I can understand why we are so afraid of failure, but this fear of failure leads us not to take chances. I, personally, am not a big fan of failing, but I also realize that sometimes I need to fail in order to learn. That is the key element that is missing in our society. We spend too much time trying to blame someone or some group when a situation goes bad (Katrina is a good example) instead of focusing on what can be learned from the failure. The government took a chance letting Fannie Mae and Freddie Mac offer mortgages to people who are a credit risk and we are seeing the negative results of that decision. I hope that instead of wasting time figuring out who is truly to blame, I would like to see more energy put into coming up with ways to correct the situation and to keep it from happening again.

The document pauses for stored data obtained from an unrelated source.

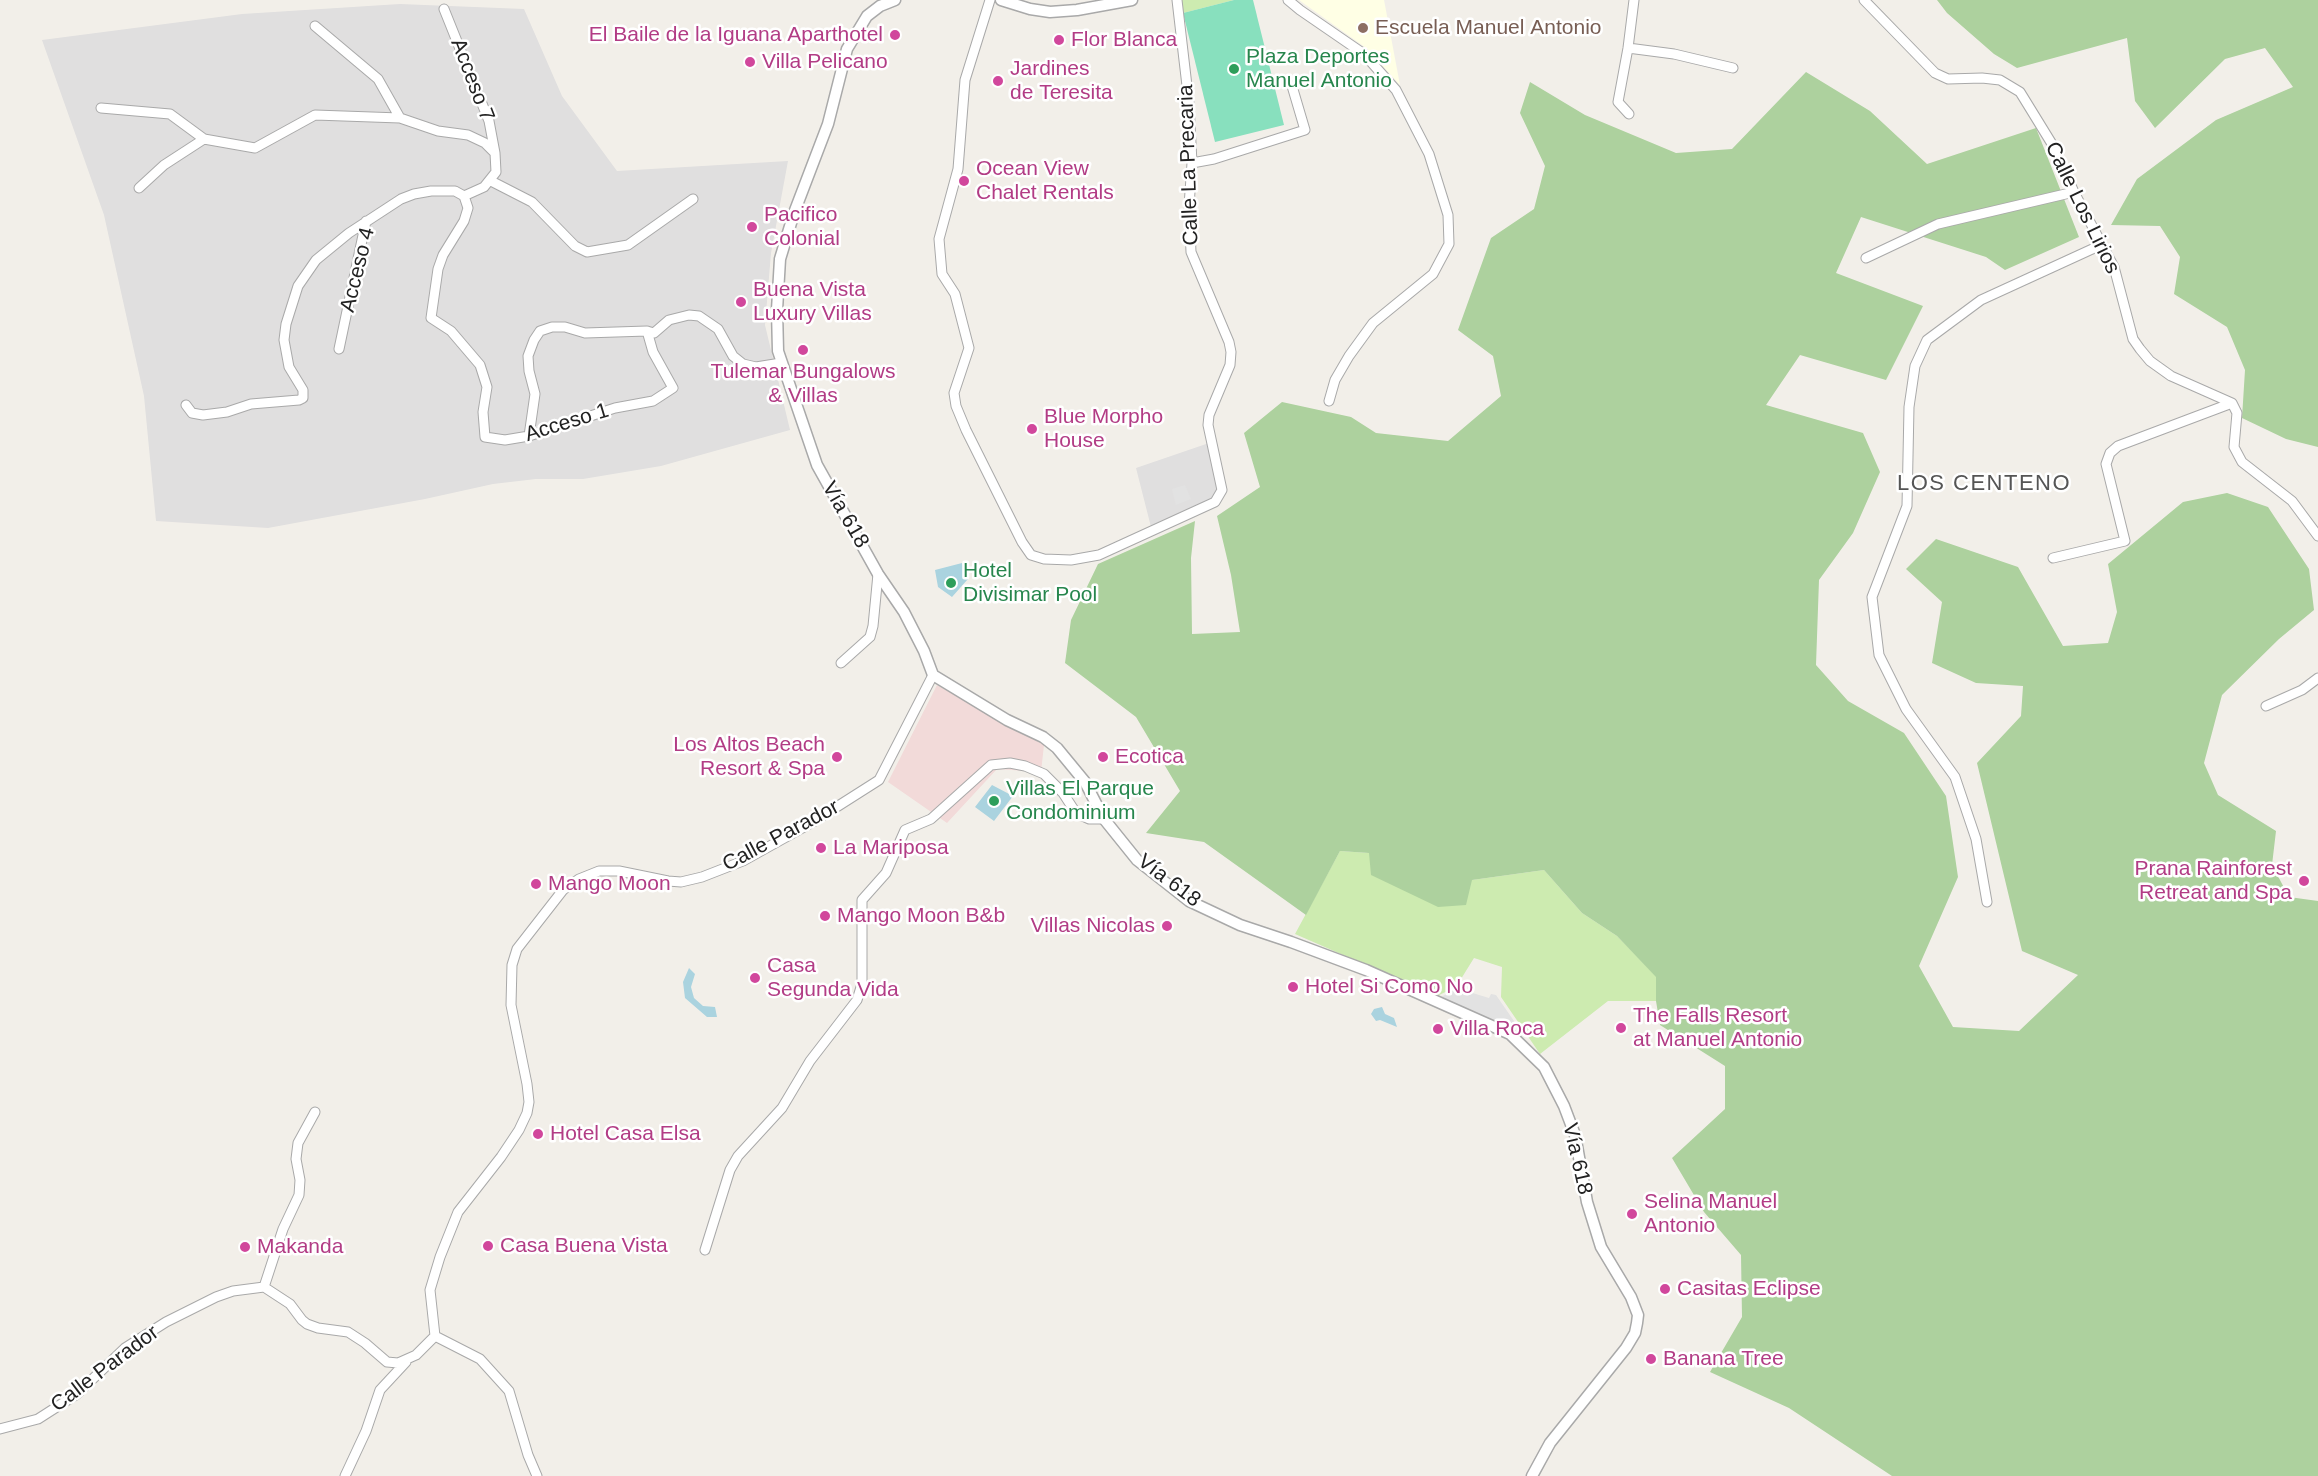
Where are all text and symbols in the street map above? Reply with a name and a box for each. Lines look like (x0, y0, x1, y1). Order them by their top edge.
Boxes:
place label: Escuela Manuel Antonio (1375, 15, 1601, 41)
marker: Escuela Manuel Antonio (1356, 21, 1370, 35)
place label: El Baile de la Iguana Aparthotel (589, 22, 883, 48)
place label: Flor Blanca (1071, 27, 1177, 53)
marker: El Baile de la Iguana Aparthotel (888, 28, 902, 42)
marker: Flor Blanca (1052, 33, 1066, 47)
street label: Acceso 7 (445, 35, 499, 125)
place label: Plaza Deportes Manuel Antonio (1246, 44, 1392, 94)
place label: Villa Pelicano (762, 49, 888, 75)
marker: Villa Pelicano (743, 55, 757, 69)
place label: Jardines de Teresita (1010, 56, 1113, 106)
marker: Plaza Deportes Manuel Antonio (1227, 62, 1241, 76)
marker: Jardines de Teresita (991, 74, 1005, 88)
street label: Calle La Precaria (1174, 84, 1204, 246)
street label: Calle Los Lirios (2039, 138, 2125, 278)
place label: Ocean View Chalet Rentals (976, 156, 1114, 206)
marker: Ocean View Chalet Rentals (957, 174, 971, 188)
place label: Pacifico Colonial (764, 202, 840, 252)
marker: Pacifico Colonial (745, 220, 759, 234)
street label: Acceso 4 (335, 225, 381, 315)
place label: Buena Vista Luxury Villas (753, 277, 872, 327)
marker: Buena Vista Luxury Villas (734, 295, 748, 309)
marker: Tulemar Bungalows & Villas (796, 343, 810, 357)
place label: Tulemar Bungalows & Villas (711, 359, 895, 409)
street label: Acceso 1 (522, 398, 612, 448)
place label: Blue Morpho House (1044, 404, 1163, 454)
marker: Blue Morpho House (1025, 422, 1039, 436)
district label: LOS CENTENO (1897, 471, 2071, 497)
street label: Vía 618 (816, 477, 874, 553)
place label: Hotel Divisimar Pool (963, 558, 1097, 608)
marker: Hotel Divisimar Pool (944, 576, 958, 590)
place label: Los Altos Beach Resort & Spa (673, 732, 825, 782)
place label: Ecotica (1115, 744, 1184, 770)
marker: Los Altos Beach Resort & Spa (830, 750, 844, 764)
marker: Ecotica (1096, 750, 1110, 764)
place label: Villas El Parque Condominium (1006, 776, 1154, 826)
marker: Villas El Parque Condominium (987, 794, 1001, 808)
street label: Calle Parador (718, 795, 844, 877)
place label: La Mariposa (833, 835, 949, 861)
marker: La Mariposa (814, 841, 828, 855)
street label: Vía 618 (1133, 849, 1205, 913)
place label: Prana Rainforest Retreat and Spa (2134, 856, 2292, 906)
place label: Mango Moon (548, 871, 671, 897)
marker: Prana Rainforest Retreat and Spa (2297, 874, 2311, 888)
marker: Mango Moon (529, 877, 543, 891)
place label: Mango Moon B&b (837, 903, 1005, 929)
marker: Mango Moon B&b (818, 909, 832, 923)
place label: Villas Nicolas (1031, 913, 1155, 939)
marker: Villas Nicolas (1160, 919, 1174, 933)
place label: Casa Segunda Vida (767, 953, 899, 1003)
marker: Casa Segunda Vida (748, 971, 762, 985)
place label: Hotel Si Como No (1305, 974, 1473, 1000)
marker: Hotel Si Como No (1286, 980, 1300, 994)
place label: The Falls Resort at Manuel Antonio (1633, 1003, 1802, 1053)
place label: Villa Roca (1450, 1016, 1544, 1042)
marker: The Falls Resort at Manuel Antonio (1614, 1021, 1628, 1035)
marker: Villa Roca (1431, 1022, 1445, 1036)
place label: Hotel Casa Elsa (550, 1121, 701, 1147)
street label: Vía 618 (1557, 1121, 1597, 1197)
marker: Hotel Casa Elsa (531, 1127, 545, 1141)
place label: Selina Manuel Antonio (1644, 1189, 1777, 1239)
marker: Selina Manuel Antonio (1625, 1207, 1639, 1221)
place label: Casa Buena Vista (500, 1233, 668, 1259)
place label: Makanda (257, 1234, 343, 1260)
marker: Casa Buena Vista (481, 1239, 495, 1253)
marker: Makanda (238, 1240, 252, 1254)
place label: Casitas Eclipse (1677, 1276, 1821, 1302)
marker: Casitas Eclipse (1658, 1282, 1672, 1296)
street label: Calle Parador (46, 1320, 164, 1418)
place label: Banana Tree (1663, 1346, 1784, 1372)
marker: Banana Tree (1644, 1352, 1658, 1366)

Even as Christians we are afraid to fail. We develop unrealistic expectations of what God expects us to do. We compare our selves to other Christians and decide that there is no way we will measure up, so we don't even try. Instead of asking and trusting that God will work through us in the way He has planned, we decide on our own what God wants us to do. Often our interpretation of God's plan is way off of His. Sometimes we overachieve, but many time we underachieve because we are afraid that we will fail. I know that I need to be less fearful of failure because I can never fail in God's eyes. I will always be His child and nothing I do can change that.

1 comment:

lovemylife said...

You're right. I think it's interesting, too, that as a society, we've decided it's not okay to fail, but it's totally ok to not try, totally okay to hold ourselves to a lower standard. And it's hard, too, because I can see that this is happening, but I do also see evidence of it in my own life, and that's frustrating.
How good it is to know that nothing can take us from His loving hand.